A 2005 National Academy of Sciences report found that a whopping 30 percent of U.S. health-care spending was unnecessary or wasteful, to the tune of $600 billion to $700 billion each year.  And numerous surveys since indicate that overwhelming majorities of physicians admit that much of this unneeded spending results from the practice of “defensive medicine” – the ordering of medically unnecessary tests and procedures simply to minimize the likelihood of meritless lawsuits.  So even if only a significant fraction of the unnecessary and wasteful spending identified by the NAS can be linked directly to defensive medicine, it should be plainly obvious to all serious policymakers that at least tens of billions, and perhaps as many as hundreds of billions of dollars of inflationary health-care spending could be eliminated annually with appropriate tort reforms.

To that end, three Republican congressional leaders – Senate Judiciary Committee Ranking Member Charles Grassley (IA), House Judiciary Committee Chairman Lamar Smith (TX) and Senate Finance Committee Ranking Member Orrin Hatch (UT) – this week sent a letter to Health and Human Services Secretary Kathleen Sebelius, questioning the administration’s commitment to medical liability reform in light of President Obama’s previously expressed support for it.

“Frivolous lawsuits, the high cost of malpractice insurance and excessive damages awards are dragging down our health care system,” the letter reads in part.  But the administration’s “description of the research being funded” through the “Patient Safety and Medical Liability Reform Demonstration and Planning grants” authorized by the president’s health care law “does not mention, much less emphasize, reforms to medical malpractice laws . . . .”   

“[N]one of the $23.2 million awarded has gone to researching or implementing ‘traditional’ medical malpractice reforms,” the lawmakers’ letter continues, “such as caps on punitive damages, caps on noneconomic damages and limits on the percentage of an award that can be taken by a plaintiff’s attorney under a contingency fee agreement,” all of which have proved effective in the many states that have adopted them.

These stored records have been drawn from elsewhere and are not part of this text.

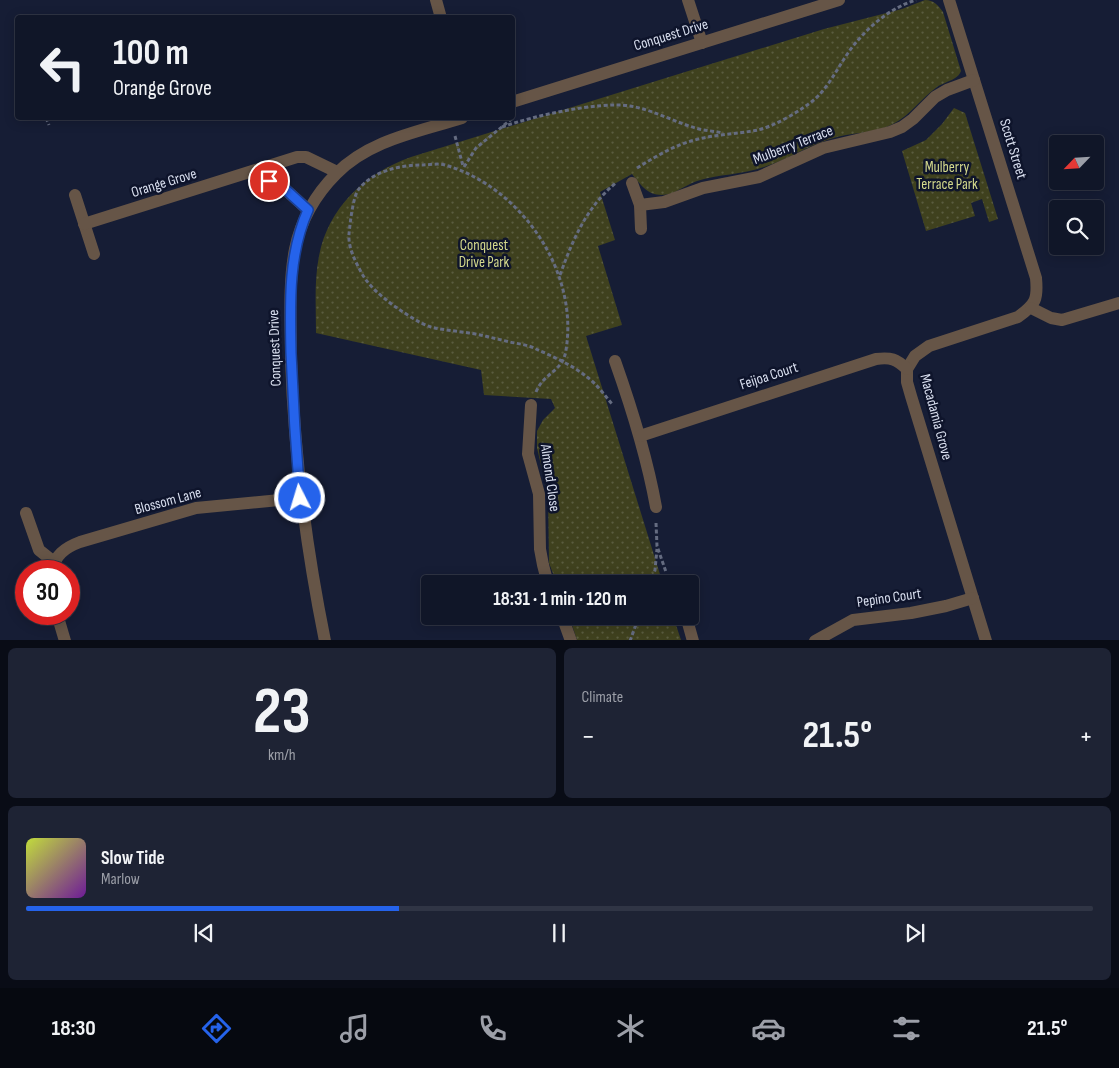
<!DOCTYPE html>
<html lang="en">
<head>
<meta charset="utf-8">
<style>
  body { margin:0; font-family:"Sofia Sans Condensed",sans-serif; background:#1e2334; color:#f1f3f6; height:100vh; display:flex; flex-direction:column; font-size:19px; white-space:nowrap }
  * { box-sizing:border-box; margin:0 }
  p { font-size:16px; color:#9c9fa8 }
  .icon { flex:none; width:28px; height:28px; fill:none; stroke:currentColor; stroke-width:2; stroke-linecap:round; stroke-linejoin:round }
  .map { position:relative; height:640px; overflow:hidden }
  .panel { display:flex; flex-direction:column; gap:8px; padding:8px; background:#090c16; flex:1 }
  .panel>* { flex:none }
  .guide { position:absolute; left:15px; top:15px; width:500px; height:105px; border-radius:5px; box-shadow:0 2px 12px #0003,0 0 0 1px #303545; background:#101628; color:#f1f3f6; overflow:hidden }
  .needle { width:32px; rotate:245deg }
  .buttons { position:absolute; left:1049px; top:135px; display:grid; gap:10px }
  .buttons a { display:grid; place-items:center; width:55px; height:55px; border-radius:5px; background:#101628; box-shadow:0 2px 12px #0003,0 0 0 1px #303545; font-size:25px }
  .speed { position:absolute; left:15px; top:560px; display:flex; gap:10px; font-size:25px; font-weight:700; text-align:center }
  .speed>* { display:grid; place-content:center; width:65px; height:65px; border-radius:50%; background:#101628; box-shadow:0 2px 12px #0003,0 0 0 1px #303545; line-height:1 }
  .speed .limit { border:8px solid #d22; background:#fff; color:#111 }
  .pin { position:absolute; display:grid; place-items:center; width:42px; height:42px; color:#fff; margin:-21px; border:2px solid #fff; border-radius:50%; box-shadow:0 1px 5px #0007 }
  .me { position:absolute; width:55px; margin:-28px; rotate:355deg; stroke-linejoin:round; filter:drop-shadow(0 0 4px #0008) }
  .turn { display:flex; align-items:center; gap:18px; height:105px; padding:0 15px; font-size:22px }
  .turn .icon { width:65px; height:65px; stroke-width:2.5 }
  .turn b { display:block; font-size:35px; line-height:42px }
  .big { font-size:38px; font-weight:700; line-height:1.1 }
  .panel .tile { flex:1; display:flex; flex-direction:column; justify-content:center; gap:8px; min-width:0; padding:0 18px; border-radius:8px; background:#1e2334 }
  .panel .dial { align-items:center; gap:0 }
  .dial b { font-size:65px; line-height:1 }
  .song { display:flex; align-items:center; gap:15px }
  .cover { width:60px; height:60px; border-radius:8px; background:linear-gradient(135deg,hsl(70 70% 55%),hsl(280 70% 35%)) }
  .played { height:5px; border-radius:2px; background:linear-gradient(90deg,#2563eb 35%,#303545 35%) }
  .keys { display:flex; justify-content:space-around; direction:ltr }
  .heat { display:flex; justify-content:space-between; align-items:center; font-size:28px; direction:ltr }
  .panel .tiles { flex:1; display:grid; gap:8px; grid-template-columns:1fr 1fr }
  .tile:last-child { grid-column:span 2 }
  .trip { position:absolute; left:421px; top:575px; width:278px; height:50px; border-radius:5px; background:#101628; box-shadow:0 2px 12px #0003,0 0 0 1px #303545; font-weight:700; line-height:50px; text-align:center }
  .menu { display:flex; height:80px; justify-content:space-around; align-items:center; background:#060910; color:#9c9fa8 }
  .menu .icon { width:35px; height:35px }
  .menu .selected { color:#2563eb }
  .menu b { font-size:22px; color:#f1f3f6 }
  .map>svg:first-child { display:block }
  .park { fill:url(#park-dots) }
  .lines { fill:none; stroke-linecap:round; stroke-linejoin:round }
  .path { stroke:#656c81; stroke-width:3; stroke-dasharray:4 2.5; stroke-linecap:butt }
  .minor { stroke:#665547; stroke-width:12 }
  .route-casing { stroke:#184099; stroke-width:12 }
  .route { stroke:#2563eb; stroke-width:9 }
  .labels { text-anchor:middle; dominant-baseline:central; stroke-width:5; stroke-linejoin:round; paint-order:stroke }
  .street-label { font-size:15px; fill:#d9dfef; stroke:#0e142b }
  .park-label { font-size:15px; fill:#d4d98c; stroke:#0e142b }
</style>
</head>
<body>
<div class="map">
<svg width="1119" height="641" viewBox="0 0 1119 641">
  <defs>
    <pattern id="park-dots" width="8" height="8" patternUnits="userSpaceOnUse" patternTransform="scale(1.25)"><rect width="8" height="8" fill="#3f411e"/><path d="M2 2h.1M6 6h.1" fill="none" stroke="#5a5c3f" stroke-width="1.8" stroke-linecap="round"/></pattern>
  </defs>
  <rect width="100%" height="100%" fill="#161d35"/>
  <g class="park">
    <path d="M925 0C934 0 938 5 943 12L961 71C958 80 944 82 937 87 921 98 911 115 893 124 874 134 851 132 830 139 807 146 787 160 764 167 742 175 718 174 697 181 685 185 674 195 662 195 647 195 640 184 632 174L600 192 615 240 598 246 622 325 586 336 663 584H557L549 563 548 495 537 448V431L543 420 555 408 551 399 484 395 481 370 316 333C316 308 314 281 319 256 328 208 365 173 411 157L824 29 902 9Z"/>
    <polygon points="954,108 965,113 998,219 989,222 982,199 971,203 975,216 926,231 902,151 926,140 942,124"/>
    <polygon points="569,616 673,616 681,640 577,640"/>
  </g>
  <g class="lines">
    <g class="path">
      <polyline points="46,118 49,125"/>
      <path d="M502 127C533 116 599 101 630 106 654 110 676 123 699 129 707 131 715 131 722 133"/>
      <polyline points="455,136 463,166"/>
      <polyline points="464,167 476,148 514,117"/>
      <path d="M637 168C655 157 674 145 695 140 716 134 738 134 758 130 775 126 802 110 815 99 829 86 837 69 848 53 864 30 889 8 916 0"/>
      <path d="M560 275C573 239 587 206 617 182"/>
      <path d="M536 392C544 372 563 372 566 350 579 271 521 187 445 165 438 163 429 165 422 165 400 165 373 171 359 189 353 195 350 224 349 234 348 246 354 259 360 270 368 286 380 295 394 306 405 313 418 323 431 327 443 330 456 331 469 333 483 335 496 339 510 342 519 344 529 345 536 349 552 356 574 366 587 377 597 384 605 396 613 405"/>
      <polyline points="656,523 657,546 666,572"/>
      <polyline points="651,584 655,570 657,549"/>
      <polyline points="630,641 639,616"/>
    </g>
    <g class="minor">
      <polyline points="436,0 441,18"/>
      <polyline points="688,0 702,43"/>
      <path d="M949 0 1036 278C1038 299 1036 304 1018 317L929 346 915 356 907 369V382L911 396 986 641"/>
      <polyline points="512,102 839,0"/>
      <polyline points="253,172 285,189 308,210"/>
      <polyline points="632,183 640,205 641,229"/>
      <polyline points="75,195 94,254"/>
      <polyline points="640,205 664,202 703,188 759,177 823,148 890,132 902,127 913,119 935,97 947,90 974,80"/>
      <polyline points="84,224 297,157 306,157 337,172"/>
      <polyline points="1031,308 1051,318 1062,320 1119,303"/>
      <path d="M615 361C632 409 647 457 656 507"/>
      <polyline points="531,405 528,454 539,494 540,549 543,565 548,584"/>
      <path d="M640 436 876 359C891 357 896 359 907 369"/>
      <polyline points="26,513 39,550 54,562"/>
      <path d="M51 571C56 555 64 548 80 542L196 508 300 498"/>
      <polyline points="677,582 677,584"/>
      <polyline points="57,614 65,641"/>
      <polyline points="562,616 571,641"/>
      <polyline points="686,616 693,641"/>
      <path d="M325 641C306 547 294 454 291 359 291 322 288 286 295 249 301 220 315 195 336 174 369 140 418 132 462 118"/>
      <polyline points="815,641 853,620 911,613 946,606 973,598"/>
    </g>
  </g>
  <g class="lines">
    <g class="route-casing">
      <path id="route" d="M269 181 285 189 308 210C288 255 290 304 291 353 293 402 296 450 300 498"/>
    </g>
    <use href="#route" class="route"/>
  </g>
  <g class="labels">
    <g class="street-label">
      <text transform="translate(671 35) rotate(-17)">Conquest Drive</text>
      <text transform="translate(793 145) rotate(-21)">Mulberry Terrace</text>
      <text transform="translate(1013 149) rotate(73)">Scott Street</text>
      <text transform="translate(164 183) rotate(-17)">Orange Grove</text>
      <text transform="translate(275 348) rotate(-92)">Conquest Drive</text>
      <text transform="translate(769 376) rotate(-18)">Feijoa Court</text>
      <text transform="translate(936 417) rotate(75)">Macadamia Grove</text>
      <text transform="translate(550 478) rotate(82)">Almond Close</text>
      <text transform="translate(168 501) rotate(-15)">Blossom Lane</text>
      <text transform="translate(889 598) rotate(-8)">Pepino Court</text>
    </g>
    <g class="park-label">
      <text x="947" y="167">Mulberry<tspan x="947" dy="17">Terrace Park</tspan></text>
      <text x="484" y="245">Conquest<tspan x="484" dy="17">Drive Park</tspan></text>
    </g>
  </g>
</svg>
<div class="buttons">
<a><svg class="needle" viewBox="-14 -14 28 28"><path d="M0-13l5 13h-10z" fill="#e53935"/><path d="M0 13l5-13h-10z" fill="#9c9fa8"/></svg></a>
<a><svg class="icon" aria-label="search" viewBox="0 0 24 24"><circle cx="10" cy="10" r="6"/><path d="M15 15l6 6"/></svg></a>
</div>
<div class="speed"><div class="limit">30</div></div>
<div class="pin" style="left:269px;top:181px;background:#d93025"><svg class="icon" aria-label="arrive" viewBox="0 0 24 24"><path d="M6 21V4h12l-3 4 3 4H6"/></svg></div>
<svg class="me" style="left:300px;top:498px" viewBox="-20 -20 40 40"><circle r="17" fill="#2563eb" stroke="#fff" stroke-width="3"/><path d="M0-11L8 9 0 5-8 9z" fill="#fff"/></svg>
<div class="trip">18:31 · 1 min · 120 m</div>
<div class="guide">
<div class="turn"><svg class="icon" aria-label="left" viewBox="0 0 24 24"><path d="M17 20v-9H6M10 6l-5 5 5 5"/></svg><div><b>100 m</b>Orange Grove</div></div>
</div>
</div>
<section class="panel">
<div class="tiles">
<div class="tile dial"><b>23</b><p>km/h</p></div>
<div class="tile"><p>Climate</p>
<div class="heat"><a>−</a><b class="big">21.5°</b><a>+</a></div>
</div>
<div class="tile">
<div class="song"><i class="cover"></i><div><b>Slow Tide</b><p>Marlow</p></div></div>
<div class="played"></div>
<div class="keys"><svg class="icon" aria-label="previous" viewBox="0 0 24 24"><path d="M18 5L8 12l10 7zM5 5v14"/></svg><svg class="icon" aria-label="pause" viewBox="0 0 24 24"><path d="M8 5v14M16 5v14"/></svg><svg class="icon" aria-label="next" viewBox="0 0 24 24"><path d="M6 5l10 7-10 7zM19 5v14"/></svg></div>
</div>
</div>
</section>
<nav class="menu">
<b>18:30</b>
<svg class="icon selected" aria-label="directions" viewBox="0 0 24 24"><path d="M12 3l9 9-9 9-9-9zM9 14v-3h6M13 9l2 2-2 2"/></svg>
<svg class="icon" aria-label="music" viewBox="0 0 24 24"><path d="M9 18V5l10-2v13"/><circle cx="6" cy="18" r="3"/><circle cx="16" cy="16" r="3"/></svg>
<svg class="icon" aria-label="phone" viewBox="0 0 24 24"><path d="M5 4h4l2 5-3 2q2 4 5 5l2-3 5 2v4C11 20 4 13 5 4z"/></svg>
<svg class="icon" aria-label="climate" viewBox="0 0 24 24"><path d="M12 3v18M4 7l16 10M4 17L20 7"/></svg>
<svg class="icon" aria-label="car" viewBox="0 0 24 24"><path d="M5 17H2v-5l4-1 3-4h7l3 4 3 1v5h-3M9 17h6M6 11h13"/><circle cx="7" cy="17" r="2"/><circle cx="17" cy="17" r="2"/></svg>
<svg class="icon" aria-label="filters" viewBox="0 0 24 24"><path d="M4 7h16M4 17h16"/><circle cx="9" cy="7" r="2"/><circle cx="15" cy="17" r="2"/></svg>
<b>21.5°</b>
</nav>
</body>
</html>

Whether the president’s health care law passes constitutional muster or not, only personal injury lawyers and those dependent on their political and charitable largesse would argue that the current medical liability system does not generate needlessly monstrous costs that are passed on to all health care consumers and does not effectively work to restrict access to health care.  The House has already passed H.R. 5, legislation focused on the traditional medical liability reforms favored by Sens. Grassley and Hatch and Rep. Smith.  With or without the administration’s blessing, the Senate should now act similarly.